## [COLLECTED MATERIAL]
»»

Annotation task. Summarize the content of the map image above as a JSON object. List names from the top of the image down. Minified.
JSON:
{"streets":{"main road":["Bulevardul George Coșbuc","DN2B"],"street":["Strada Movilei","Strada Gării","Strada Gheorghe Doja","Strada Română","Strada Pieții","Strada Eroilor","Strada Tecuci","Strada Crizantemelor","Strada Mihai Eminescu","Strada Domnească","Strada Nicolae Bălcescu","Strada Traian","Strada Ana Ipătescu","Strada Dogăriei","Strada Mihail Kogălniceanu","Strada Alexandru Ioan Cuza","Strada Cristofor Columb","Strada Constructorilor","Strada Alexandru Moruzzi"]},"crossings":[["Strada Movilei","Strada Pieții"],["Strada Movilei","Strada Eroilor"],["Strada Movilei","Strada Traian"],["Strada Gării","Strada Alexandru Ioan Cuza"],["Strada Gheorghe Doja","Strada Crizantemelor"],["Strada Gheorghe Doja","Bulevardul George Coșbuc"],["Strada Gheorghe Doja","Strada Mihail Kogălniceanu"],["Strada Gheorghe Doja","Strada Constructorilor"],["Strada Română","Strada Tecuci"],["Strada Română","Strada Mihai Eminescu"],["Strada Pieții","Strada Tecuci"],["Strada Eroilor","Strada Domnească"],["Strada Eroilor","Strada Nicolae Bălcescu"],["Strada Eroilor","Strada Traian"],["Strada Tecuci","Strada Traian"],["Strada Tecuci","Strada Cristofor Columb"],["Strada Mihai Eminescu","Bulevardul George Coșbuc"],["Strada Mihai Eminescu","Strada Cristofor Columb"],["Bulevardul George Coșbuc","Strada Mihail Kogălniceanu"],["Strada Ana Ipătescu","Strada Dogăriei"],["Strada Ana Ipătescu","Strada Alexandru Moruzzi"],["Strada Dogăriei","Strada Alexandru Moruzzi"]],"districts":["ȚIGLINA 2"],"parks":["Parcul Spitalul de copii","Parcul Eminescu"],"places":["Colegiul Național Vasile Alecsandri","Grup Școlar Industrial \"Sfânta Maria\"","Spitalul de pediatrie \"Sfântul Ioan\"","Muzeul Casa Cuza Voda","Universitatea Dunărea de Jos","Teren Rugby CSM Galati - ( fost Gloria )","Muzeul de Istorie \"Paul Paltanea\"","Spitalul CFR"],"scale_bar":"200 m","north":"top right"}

««

## [TASK REQUIREMENTS]
Copy all lines from the data above that contain the word "JSON".

## [SOLUTION]
Annotation task. Summarize the content of the map image above as a JSON object. List names from the top of the image down. Minified.
JSON:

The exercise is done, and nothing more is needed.